Task details:
Please retype every record below exactly, leaving the pictures out.

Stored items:
____________

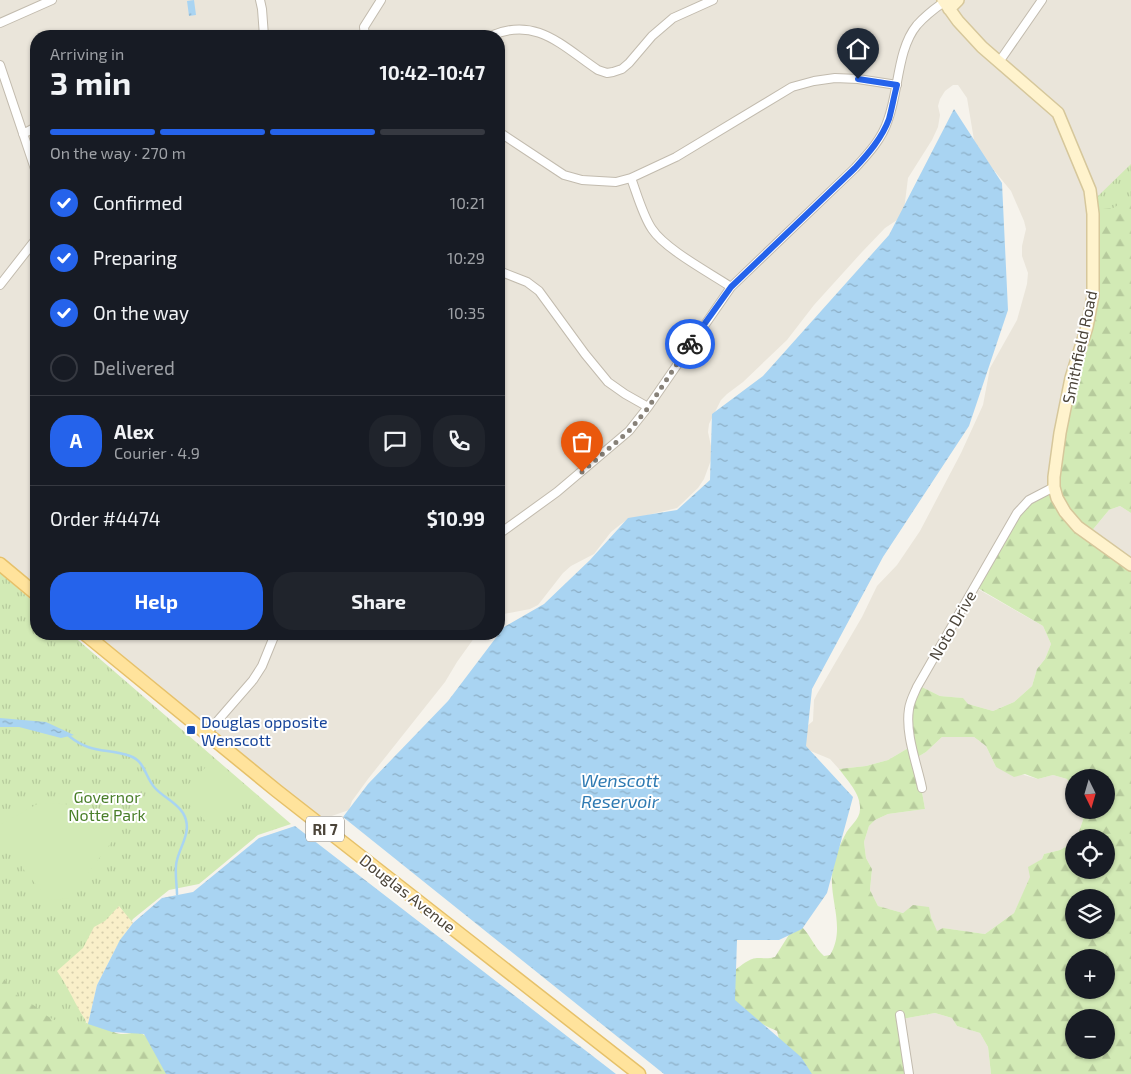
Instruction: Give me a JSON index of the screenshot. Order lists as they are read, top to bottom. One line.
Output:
{"streets":{"main road":["RI 7","Douglas Avenue"],"street":["Smithfield Road","Noto Drive"]},"crossings":[["Smithfield Road","Noto Drive"]],"water":["Wenscott Reservoir"],"parks":["Governor Notte Park"],"places":{"transit":["Douglas opposite Wenscott"]},"north":"bottom","page":{"heading":["3 min","Arriving in","10:42–10:47"],"panel":["Alex","Courier · 4.9","Order #4474","$10.99"],"bar":"On the way · 270 m","list":[["Confirmed","10:21"],["Preparing","10:29"],["On the way","10:35"],"Delivered"],"round":"A","buttons":["Help","Share"],"map_buttons":["+","−"]}}
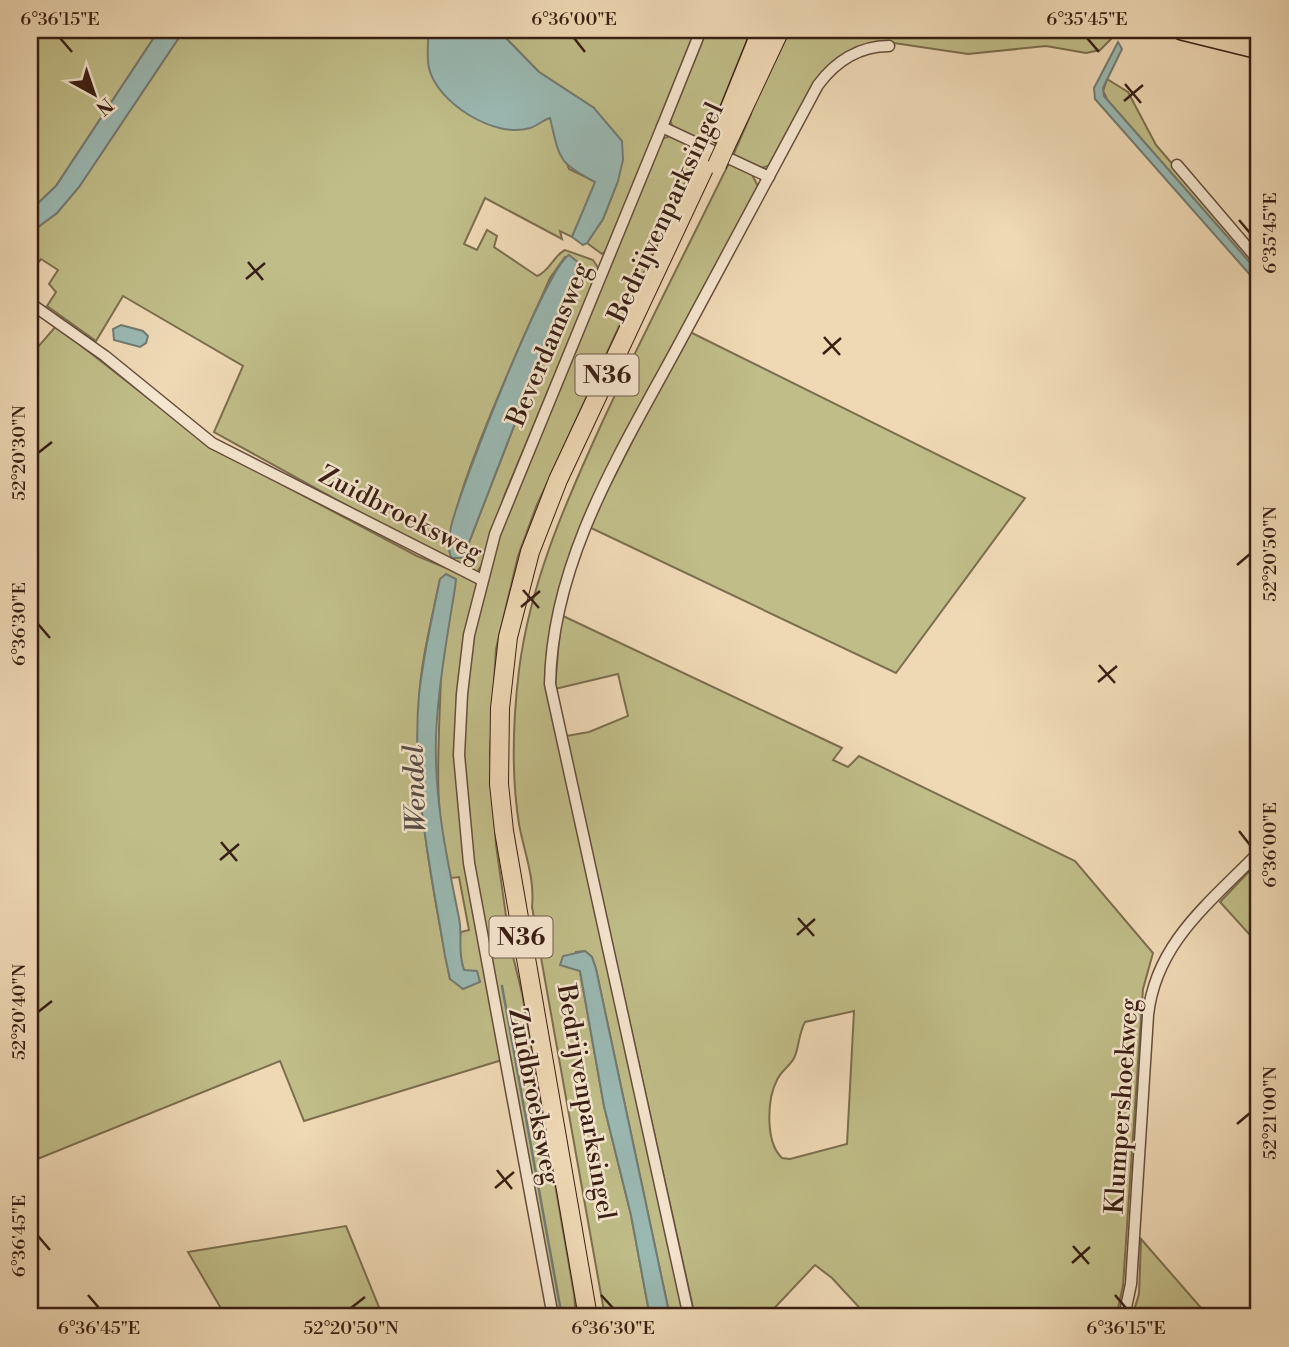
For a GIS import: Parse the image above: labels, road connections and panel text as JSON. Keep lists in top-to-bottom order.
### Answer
{
  "streets": {
    "highway": ["Bedrijvenparksingel", "N36"],
    "street": ["Beverdamsweg", "Zuidbroeksweg", "Klumpershoekweg"]
  },
  "crossings": [
    ["Bedrijvenparksingel", "N36"],
    ["Beverdamsweg", "Zuidbroeksweg"]
  ],
  "water": ["Wendel"],
  "north": "bottom right",
  "coordinates": [
    "6°36'15\"E",
    "6°36'00\"E",
    "6°35'45\"E",
    "52°20'30\"N",
    "52°20'50\"N",
    "6°36'30\"E",
    "52°20'40\"N",
    "52°21'00\"N",
    "6°36'45\"E"
  ]
}
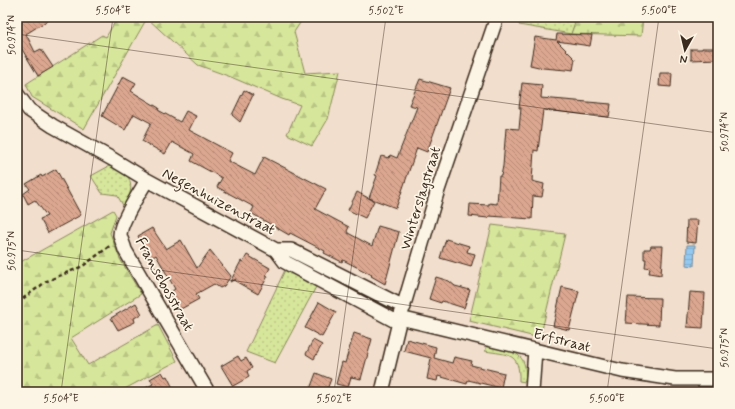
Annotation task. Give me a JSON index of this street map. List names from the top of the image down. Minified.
{"streets":{"street":["Winterslagstraat","Negenhuizenstraat","Fransebosstraat","Erfstraat"]},"crossings":[["Winterslagstraat","Negenhuizenstraat"],["Winterslagstraat","Erfstraat"],["Negenhuizenstraat","Fransebosstraat"],["Negenhuizenstraat","Erfstraat"]],"north":"bottom","coordinates":["5.504°E","5.502°E","5.500°E","50.974°N","50.975°N"]}
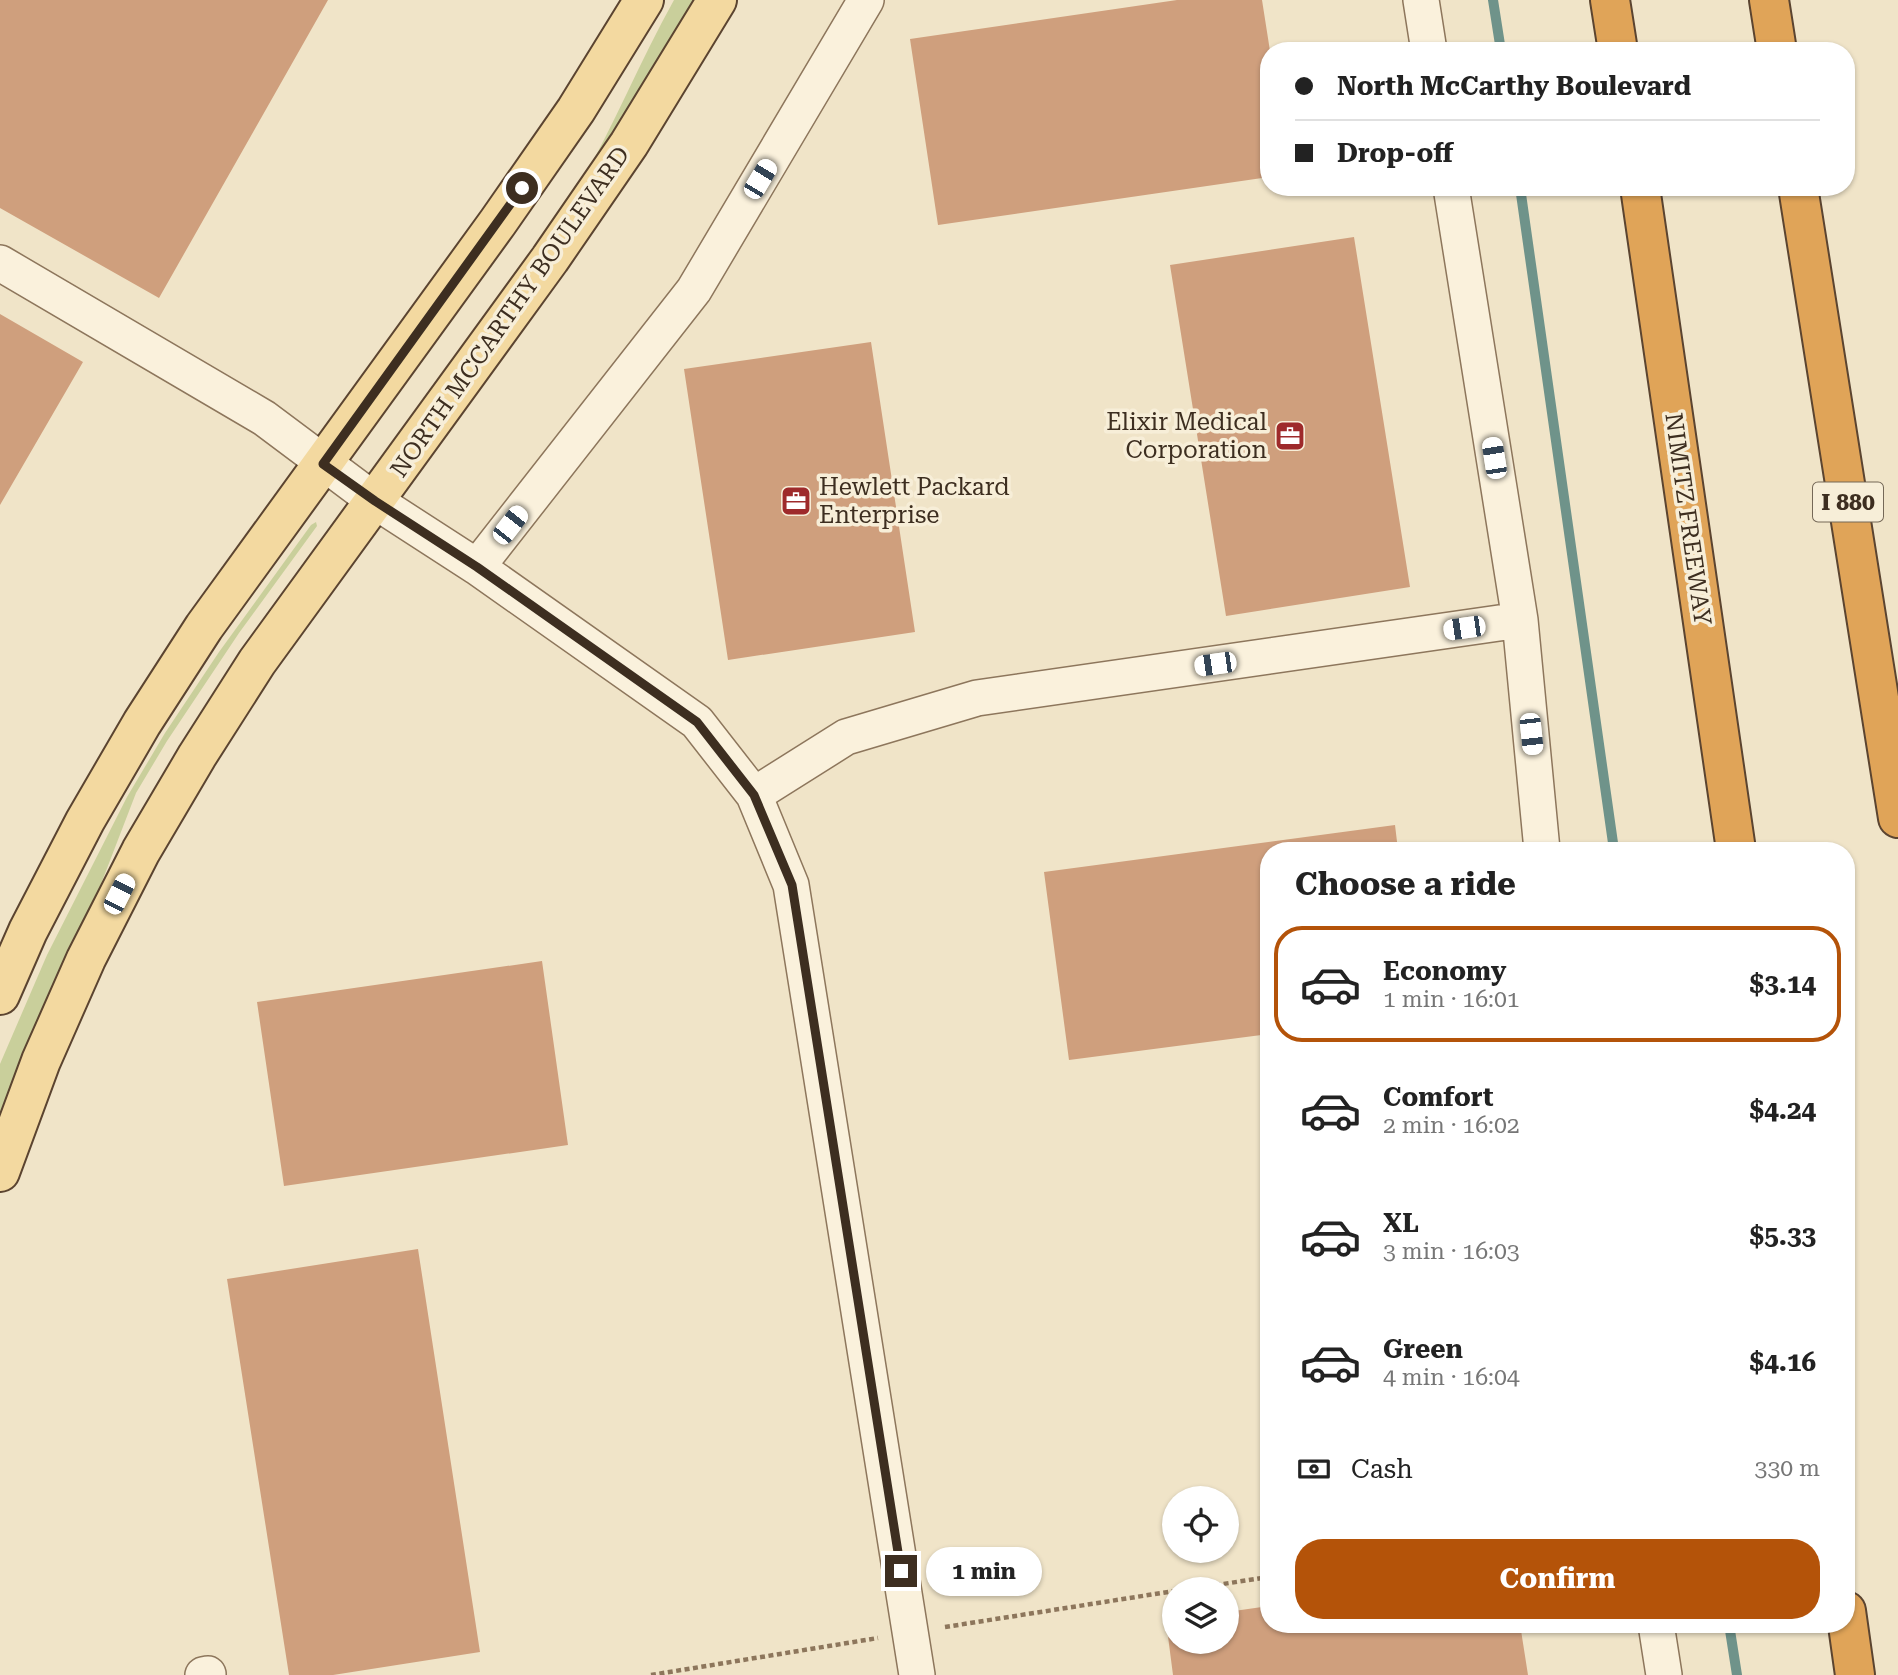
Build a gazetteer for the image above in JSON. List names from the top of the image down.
{
  "streets": {
    "highway": ["I 880", "NIMITZ FREEWAY"],
    "main road": ["NORTH MCCARTHY BOULEVARD"]
  },
  "places": {
    "office": ["Elixir Medical Corporation", "Hewlett Packard Enterprise"]
  },
  "page": {
    "banner": ["North McCarthy Boulevard", "Drop-off"],
    "heading": "Choose a ride",
    "list": [
      {
        "name": "Economy",
        "note": "1 min · 16:01",
        "value": "$3.14"
      },
      {
        "name": "Comfort",
        "note": "2 min · 16:02",
        "value": "$4.24"
      },
      {
        "name": "XL",
        "note": "3 min · 16:03",
        "value": "$5.33"
      },
      {
        "name": "Green",
        "note": "4 min · 16:04",
        "value": "$4.16"
      }
    ],
    "pay": ["Cash", "330 m"],
    "buttons": "Confirm",
    "bubble": "1 min"
  }
}
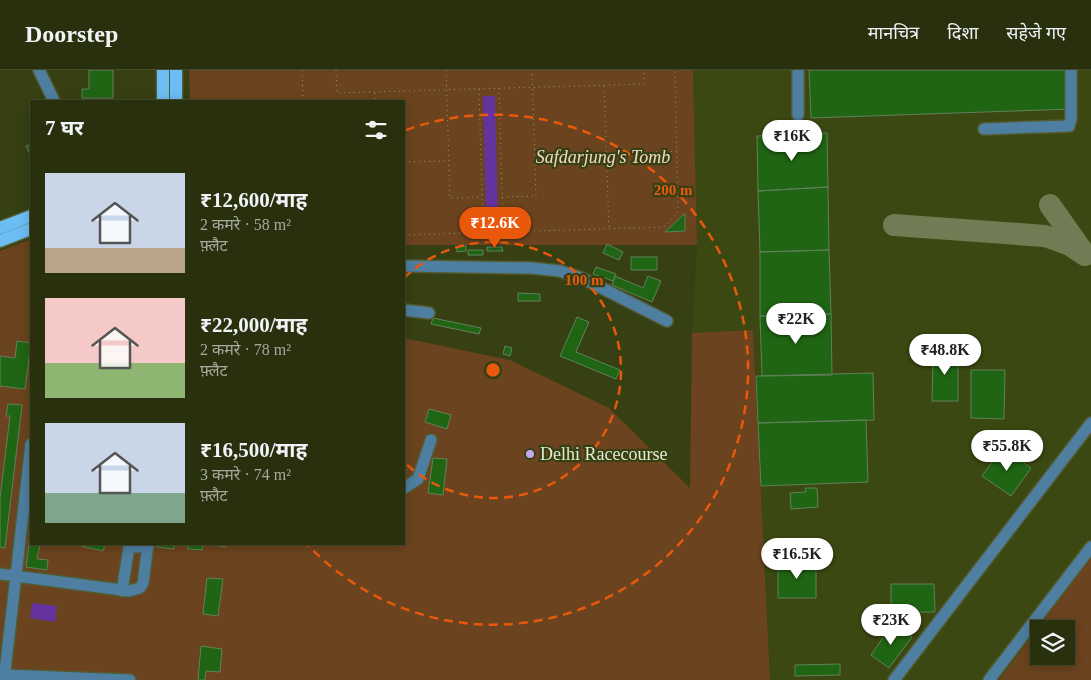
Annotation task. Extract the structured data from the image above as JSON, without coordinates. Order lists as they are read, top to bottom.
{
  "parks": ["Safdarjung's Tomb"],
  "places": ["Delhi Racecourse"],
  "page": {
    "header": "Doorstep",
    "nav": ["मानचित्र", "दिशा", "सहेजे गए"],
    "heading": "7 घर",
    "price": [
      "₹16K",
      "₹12.6K",
      "₹22K",
      "₹48.8K",
      "₹55.8K",
      "₹16.5K",
      "₹23K"
    ],
    "list": [
      {
        "name": "₹12,600/माह",
        "note": "2 कमरे · 58 m² · फ़्लैट"
      },
      {
        "name": "₹22,000/माह",
        "note": "2 कमरे · 78 m² · फ़्लैट"
      },
      {
        "name": "₹16,500/माह",
        "note": "3 कमरे · 74 m² · फ़्लैट"
      }
    ]
  },
  "rings": ["200 m", "100 m"]
}
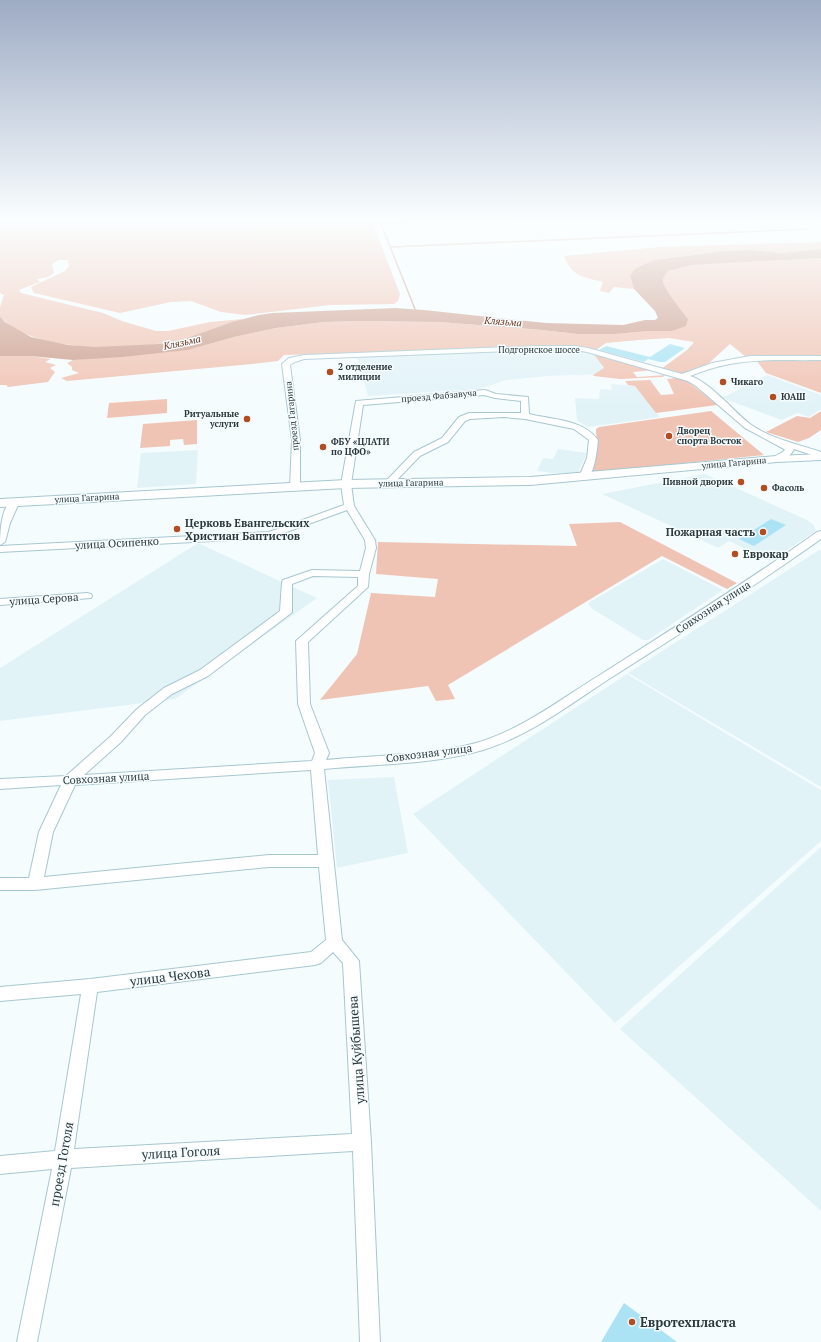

____________

Answer box:
Instruction: Give me a JSON index of the screenshot. Order lists as they are read, top to bottom. One line.
Output:
{"streets":{"main road":["RI 7","Douglas Avenue"],"street":["Smithfield Road","Noto Drive"]},"crossings":[["Smithfield Road","Noto Drive"]],"water":["Wenscott Reservoir"],"parks":["Governor Notte Park"],"places":{"transit":["Douglas opposite Wenscott"]},"north":"bottom","page":{"heading":["3 min","Arriving in","10:42–10:47"],"panel":["Alex","Courier · 4.9","Order #4474","$10.99"],"bar":"On the way · 270 m","list":[["Confirmed","10:21"],["Preparing","10:29"],["On the way","10:35"],"Delivered"],"round":"A","buttons":["Help","Share"],"map_buttons":["+","−"]}}
For a GIS import: Parse the image above: labels, road connections and panel text as JSON. Keep lists in top-to-bottom order.
### Answer
{
  "streets": {
    "highway": ["Bedrijvenparksingel", "N36"],
    "street": ["Beverdamsweg", "Zuidbroeksweg", "Klumpershoekweg"]
  },
  "crossings": [
    ["Bedrijvenparksingel", "N36"],
    ["Beverdamsweg", "Zuidbroeksweg"]
  ],
  "water": ["Wendel"],
  "north": "bottom right",
  "coordinates": [
    "6°36'15\"E",
    "6°36'00\"E",
    "6°35'45\"E",
    "52°20'30\"N",
    "52°20'50\"N",
    "6°36'30\"E",
    "52°20'40\"N",
    "52°21'00\"N",
    "6°36'45\"E"
  ]
}
Annotation task. Give me a JSON index of this street map. List names from the top of the image down. Minified.
{"streets":{"street":["Winterslagstraat","Negenhuizenstraat","Fransebosstraat","Erfstraat"]},"crossings":[["Winterslagstraat","Negenhuizenstraat"],["Winterslagstraat","Erfstraat"],["Negenhuizenstraat","Fransebosstraat"],["Negenhuizenstraat","Erfstraat"]],"north":"bottom","coordinates":["5.504°E","5.502°E","5.500°E","50.974°N","50.975°N"]}
Build a gazetteer for the image above in JSON. List names from the top of the image down.
{
  "streets": {
    "highway": ["I 880", "NIMITZ FREEWAY"],
    "main road": ["NORTH MCCARTHY BOULEVARD"]
  },
  "places": {
    "office": ["Elixir Medical Corporation", "Hewlett Packard Enterprise"]
  },
  "page": {
    "banner": ["North McCarthy Boulevard", "Drop-off"],
    "heading": "Choose a ride",
    "list": [
      {
        "name": "Economy",
        "note": "1 min · 16:01",
        "value": "$3.14"
      },
      {
        "name": "Comfort",
        "note": "2 min · 16:02",
        "value": "$4.24"
      },
      {
        "name": "XL",
        "note": "3 min · 16:03",
        "value": "$5.33"
      },
      {
        "name": "Green",
        "note": "4 min · 16:04",
        "value": "$4.16"
      }
    ],
    "pay": ["Cash", "330 m"],
    "buttons": "Confirm",
    "bubble": "1 min"
  }
}
Annotation task. Extract the structured data from the image above as JSON, without coordinates. Order lists as they are read, top to bottom.
{
  "parks": ["Safdarjung's Tomb"],
  "places": ["Delhi Racecourse"],
  "page": {
    "header": "Doorstep",
    "nav": ["मानचित्र", "दिशा", "सहेजे गए"],
    "heading": "7 घर",
    "price": [
      "₹16K",
      "₹12.6K",
      "₹22K",
      "₹48.8K",
      "₹55.8K",
      "₹16.5K",
      "₹23K"
    ],
    "list": [
      {
        "name": "₹12,600/माह",
        "note": "2 कमरे · 58 m² · फ़्लैट"
      },
      {
        "name": "₹22,000/माह",
        "note": "2 कमरे · 78 m² · फ़्लैट"
      },
      {
        "name": "₹16,500/माह",
        "note": "3 कमरे · 74 m² · फ़्लैट"
      }
    ]
  },
  "rings": ["200 m", "100 m"]
}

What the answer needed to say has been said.